◆ **What the task asks**
From the line with "I am building" through the line with "Annotation task. Serialize", repeat the entries verbatim, both end lines included, and add nothing.

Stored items
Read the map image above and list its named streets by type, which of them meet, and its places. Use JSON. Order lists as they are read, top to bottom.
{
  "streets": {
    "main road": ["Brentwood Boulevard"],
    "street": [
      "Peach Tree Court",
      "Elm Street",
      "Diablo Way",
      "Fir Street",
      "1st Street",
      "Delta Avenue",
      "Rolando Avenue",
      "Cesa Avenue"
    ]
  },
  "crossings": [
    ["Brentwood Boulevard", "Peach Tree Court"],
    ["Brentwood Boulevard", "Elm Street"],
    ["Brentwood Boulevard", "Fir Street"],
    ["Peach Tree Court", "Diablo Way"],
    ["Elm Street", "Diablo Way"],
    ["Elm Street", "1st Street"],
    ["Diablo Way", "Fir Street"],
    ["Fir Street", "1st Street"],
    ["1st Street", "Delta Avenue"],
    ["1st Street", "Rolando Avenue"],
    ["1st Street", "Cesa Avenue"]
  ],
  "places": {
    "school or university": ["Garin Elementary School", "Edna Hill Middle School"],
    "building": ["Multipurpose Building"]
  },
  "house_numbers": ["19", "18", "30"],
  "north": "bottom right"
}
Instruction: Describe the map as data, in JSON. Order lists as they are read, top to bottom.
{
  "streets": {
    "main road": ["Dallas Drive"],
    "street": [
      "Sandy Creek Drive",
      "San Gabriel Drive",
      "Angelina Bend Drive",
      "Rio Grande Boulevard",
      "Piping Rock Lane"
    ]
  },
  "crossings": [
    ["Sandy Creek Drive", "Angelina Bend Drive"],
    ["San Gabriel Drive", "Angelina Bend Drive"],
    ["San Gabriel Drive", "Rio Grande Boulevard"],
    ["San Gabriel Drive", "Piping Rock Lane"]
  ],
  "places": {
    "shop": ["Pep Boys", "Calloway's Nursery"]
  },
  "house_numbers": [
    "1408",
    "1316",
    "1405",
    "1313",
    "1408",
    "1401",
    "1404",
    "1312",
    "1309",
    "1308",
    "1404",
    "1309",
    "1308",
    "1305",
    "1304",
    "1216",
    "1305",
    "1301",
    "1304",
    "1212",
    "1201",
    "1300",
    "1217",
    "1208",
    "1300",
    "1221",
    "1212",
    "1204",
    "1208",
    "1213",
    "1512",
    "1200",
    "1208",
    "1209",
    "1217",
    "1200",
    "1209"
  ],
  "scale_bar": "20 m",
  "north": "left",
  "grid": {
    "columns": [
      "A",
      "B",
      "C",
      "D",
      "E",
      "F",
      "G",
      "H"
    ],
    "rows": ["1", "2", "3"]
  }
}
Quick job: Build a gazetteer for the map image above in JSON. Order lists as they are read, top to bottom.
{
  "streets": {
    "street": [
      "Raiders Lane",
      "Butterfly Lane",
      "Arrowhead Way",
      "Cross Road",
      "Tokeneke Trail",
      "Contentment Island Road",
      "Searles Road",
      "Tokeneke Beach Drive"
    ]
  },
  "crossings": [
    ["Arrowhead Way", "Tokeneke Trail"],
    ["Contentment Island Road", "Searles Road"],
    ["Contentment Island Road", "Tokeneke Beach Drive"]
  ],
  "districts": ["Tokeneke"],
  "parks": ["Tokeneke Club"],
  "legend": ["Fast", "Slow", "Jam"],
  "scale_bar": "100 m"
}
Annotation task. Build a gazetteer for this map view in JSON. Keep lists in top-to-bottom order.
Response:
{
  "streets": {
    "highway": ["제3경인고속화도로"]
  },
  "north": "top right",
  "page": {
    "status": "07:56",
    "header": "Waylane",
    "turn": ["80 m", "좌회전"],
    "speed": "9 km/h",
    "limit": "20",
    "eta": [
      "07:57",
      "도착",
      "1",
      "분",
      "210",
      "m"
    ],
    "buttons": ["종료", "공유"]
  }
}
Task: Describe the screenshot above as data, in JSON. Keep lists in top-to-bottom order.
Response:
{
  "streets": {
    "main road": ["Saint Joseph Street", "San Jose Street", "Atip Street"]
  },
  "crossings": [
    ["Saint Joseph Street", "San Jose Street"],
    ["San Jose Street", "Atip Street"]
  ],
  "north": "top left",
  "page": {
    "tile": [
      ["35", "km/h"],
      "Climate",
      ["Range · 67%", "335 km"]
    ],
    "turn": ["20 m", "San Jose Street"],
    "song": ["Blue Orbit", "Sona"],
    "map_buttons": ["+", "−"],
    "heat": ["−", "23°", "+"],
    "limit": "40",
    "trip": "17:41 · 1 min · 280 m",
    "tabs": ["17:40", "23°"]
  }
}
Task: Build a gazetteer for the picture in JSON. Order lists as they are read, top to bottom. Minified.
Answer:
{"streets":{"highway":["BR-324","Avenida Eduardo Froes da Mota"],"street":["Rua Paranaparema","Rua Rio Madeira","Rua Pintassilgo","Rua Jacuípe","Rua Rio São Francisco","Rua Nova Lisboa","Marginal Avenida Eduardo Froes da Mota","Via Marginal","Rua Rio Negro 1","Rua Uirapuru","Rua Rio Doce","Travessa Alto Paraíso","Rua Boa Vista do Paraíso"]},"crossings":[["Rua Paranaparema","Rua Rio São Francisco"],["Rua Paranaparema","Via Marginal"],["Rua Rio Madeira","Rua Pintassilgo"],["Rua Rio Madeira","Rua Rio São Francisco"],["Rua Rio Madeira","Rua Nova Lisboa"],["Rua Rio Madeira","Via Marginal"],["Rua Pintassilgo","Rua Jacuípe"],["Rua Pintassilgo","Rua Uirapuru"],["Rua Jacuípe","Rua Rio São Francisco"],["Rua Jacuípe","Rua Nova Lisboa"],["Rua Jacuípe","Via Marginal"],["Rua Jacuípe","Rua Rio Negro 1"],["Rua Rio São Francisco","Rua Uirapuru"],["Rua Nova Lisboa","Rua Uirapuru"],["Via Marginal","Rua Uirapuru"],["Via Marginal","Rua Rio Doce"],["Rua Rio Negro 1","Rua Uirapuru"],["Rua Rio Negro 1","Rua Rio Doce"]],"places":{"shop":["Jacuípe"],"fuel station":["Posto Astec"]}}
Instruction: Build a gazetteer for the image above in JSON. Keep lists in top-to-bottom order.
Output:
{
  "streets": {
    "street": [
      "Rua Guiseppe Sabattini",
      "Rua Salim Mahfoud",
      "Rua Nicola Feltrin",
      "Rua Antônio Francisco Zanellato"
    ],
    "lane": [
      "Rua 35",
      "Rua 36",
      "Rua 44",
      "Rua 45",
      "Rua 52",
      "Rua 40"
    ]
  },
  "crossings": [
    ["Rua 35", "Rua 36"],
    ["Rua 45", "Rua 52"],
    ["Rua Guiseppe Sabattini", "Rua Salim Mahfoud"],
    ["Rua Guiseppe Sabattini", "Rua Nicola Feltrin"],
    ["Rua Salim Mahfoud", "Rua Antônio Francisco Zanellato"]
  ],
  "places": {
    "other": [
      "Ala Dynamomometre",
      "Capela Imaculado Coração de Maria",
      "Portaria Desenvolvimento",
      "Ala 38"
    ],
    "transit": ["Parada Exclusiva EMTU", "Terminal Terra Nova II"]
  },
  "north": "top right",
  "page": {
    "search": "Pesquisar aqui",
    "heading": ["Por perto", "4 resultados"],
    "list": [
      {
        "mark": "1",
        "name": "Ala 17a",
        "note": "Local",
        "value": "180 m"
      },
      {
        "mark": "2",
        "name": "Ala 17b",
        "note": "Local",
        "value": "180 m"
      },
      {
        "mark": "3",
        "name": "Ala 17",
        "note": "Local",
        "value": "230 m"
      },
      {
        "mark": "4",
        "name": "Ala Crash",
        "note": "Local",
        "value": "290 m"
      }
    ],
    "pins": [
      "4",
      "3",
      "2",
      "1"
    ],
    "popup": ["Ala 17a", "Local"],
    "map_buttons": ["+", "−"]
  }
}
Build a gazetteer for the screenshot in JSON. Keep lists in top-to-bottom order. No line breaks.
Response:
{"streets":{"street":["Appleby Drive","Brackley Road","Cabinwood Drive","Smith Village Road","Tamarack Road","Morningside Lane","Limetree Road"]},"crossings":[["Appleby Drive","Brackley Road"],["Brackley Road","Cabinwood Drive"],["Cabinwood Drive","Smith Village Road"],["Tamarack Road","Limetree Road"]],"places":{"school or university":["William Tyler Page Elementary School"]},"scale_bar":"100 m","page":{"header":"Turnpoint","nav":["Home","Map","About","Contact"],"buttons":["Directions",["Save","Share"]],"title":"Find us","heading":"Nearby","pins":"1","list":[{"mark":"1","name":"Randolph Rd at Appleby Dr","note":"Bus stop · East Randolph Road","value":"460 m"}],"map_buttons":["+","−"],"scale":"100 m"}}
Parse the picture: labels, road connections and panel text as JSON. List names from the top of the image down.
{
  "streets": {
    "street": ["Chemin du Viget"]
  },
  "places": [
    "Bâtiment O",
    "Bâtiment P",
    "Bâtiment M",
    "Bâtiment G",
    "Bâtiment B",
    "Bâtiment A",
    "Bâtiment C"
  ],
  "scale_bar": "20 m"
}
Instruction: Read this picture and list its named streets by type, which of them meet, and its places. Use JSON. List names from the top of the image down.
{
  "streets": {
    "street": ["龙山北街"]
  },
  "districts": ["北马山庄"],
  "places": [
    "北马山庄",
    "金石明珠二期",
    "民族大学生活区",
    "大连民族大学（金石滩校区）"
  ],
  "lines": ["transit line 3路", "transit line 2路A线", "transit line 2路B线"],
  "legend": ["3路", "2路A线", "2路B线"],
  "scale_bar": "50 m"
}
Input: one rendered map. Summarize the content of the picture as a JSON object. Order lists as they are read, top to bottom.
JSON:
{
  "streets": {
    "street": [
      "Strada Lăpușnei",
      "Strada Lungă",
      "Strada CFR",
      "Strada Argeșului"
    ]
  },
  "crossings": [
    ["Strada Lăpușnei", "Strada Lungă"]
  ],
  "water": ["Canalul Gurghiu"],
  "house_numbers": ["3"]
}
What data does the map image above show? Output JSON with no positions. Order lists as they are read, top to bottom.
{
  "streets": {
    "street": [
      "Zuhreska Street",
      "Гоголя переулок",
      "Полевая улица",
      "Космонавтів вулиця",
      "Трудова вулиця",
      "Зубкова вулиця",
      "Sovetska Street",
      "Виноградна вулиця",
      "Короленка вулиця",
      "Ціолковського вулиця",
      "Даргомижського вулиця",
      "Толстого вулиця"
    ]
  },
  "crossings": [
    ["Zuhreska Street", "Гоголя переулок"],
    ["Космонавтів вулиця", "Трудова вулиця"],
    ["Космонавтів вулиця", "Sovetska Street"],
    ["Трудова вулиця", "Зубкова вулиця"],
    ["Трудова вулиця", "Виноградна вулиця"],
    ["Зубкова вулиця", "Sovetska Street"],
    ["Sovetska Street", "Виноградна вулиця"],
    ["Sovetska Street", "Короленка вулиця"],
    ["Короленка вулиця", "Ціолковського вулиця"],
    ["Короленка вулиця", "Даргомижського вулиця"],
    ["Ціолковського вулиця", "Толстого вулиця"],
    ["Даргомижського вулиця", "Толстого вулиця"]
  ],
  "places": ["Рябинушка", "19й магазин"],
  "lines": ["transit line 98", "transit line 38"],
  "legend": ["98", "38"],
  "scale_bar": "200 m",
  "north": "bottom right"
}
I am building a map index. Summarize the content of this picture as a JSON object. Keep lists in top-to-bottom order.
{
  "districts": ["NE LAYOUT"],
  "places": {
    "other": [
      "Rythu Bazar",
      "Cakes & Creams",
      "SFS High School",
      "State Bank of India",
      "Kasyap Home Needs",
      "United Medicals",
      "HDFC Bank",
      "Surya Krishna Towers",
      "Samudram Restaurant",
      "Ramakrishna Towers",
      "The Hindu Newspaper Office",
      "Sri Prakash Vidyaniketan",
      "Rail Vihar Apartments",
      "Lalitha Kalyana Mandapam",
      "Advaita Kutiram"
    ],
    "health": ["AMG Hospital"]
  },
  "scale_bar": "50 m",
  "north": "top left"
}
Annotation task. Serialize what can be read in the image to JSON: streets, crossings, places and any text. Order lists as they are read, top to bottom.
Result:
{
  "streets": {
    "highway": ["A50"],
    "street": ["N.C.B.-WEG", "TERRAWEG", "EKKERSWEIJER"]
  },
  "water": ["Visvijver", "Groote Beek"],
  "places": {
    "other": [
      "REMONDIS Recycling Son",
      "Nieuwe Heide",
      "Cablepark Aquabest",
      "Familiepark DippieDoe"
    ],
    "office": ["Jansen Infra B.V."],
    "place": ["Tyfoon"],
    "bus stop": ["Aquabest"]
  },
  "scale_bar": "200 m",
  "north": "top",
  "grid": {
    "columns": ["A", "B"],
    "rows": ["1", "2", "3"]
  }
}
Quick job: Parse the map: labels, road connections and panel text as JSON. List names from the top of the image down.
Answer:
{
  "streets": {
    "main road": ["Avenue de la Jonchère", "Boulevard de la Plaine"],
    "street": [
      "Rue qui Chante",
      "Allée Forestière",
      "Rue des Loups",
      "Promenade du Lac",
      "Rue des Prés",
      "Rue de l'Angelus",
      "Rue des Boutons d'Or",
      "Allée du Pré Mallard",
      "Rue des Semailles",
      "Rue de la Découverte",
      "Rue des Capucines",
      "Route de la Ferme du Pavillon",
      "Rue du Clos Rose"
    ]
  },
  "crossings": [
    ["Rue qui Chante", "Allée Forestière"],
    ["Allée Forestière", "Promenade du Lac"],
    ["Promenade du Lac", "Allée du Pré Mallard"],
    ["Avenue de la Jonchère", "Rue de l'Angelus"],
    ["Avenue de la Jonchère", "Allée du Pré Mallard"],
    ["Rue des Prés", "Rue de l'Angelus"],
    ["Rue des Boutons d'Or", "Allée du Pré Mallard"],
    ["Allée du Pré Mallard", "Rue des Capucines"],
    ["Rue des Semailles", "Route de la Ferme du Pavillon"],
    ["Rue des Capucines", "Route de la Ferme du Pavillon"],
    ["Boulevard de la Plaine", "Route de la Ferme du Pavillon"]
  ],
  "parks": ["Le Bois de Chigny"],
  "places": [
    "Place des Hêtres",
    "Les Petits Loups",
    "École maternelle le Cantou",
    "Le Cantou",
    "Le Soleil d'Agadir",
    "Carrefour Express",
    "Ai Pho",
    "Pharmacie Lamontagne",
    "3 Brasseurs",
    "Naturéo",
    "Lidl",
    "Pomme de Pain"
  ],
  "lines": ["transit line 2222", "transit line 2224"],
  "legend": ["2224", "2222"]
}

◆ **Answer to this problem**
I am building a map index. Summarize the content of this picture as a JSON object. Keep lists in top-to-bottom order.
{
  "districts": ["NE LAYOUT"],
  "places": {
    "other": [
      "Rythu Bazar",
      "Cakes & Creams",
      "SFS High School",
      "State Bank of India",
      "Kasyap Home Needs",
      "United Medicals",
      "HDFC Bank",
      "Surya Krishna Towers",
      "Samudram Restaurant",
      "Ramakrishna Towers",
      "The Hindu Newspaper Office",
      "Sri Prakash Vidyaniketan",
      "Rail Vihar Apartments",
      "Lalitha Kalyana Mandapam",
      "Advaita Kutiram"
    ],
    "health": ["AMG Hospital"]
  },
  "scale_bar": "50 m",
  "north": "top left"
}
Annotation task. Serialize what can be read in the image to JSON: streets, crossings, places and any text. Order lists as they are read, top to bottom.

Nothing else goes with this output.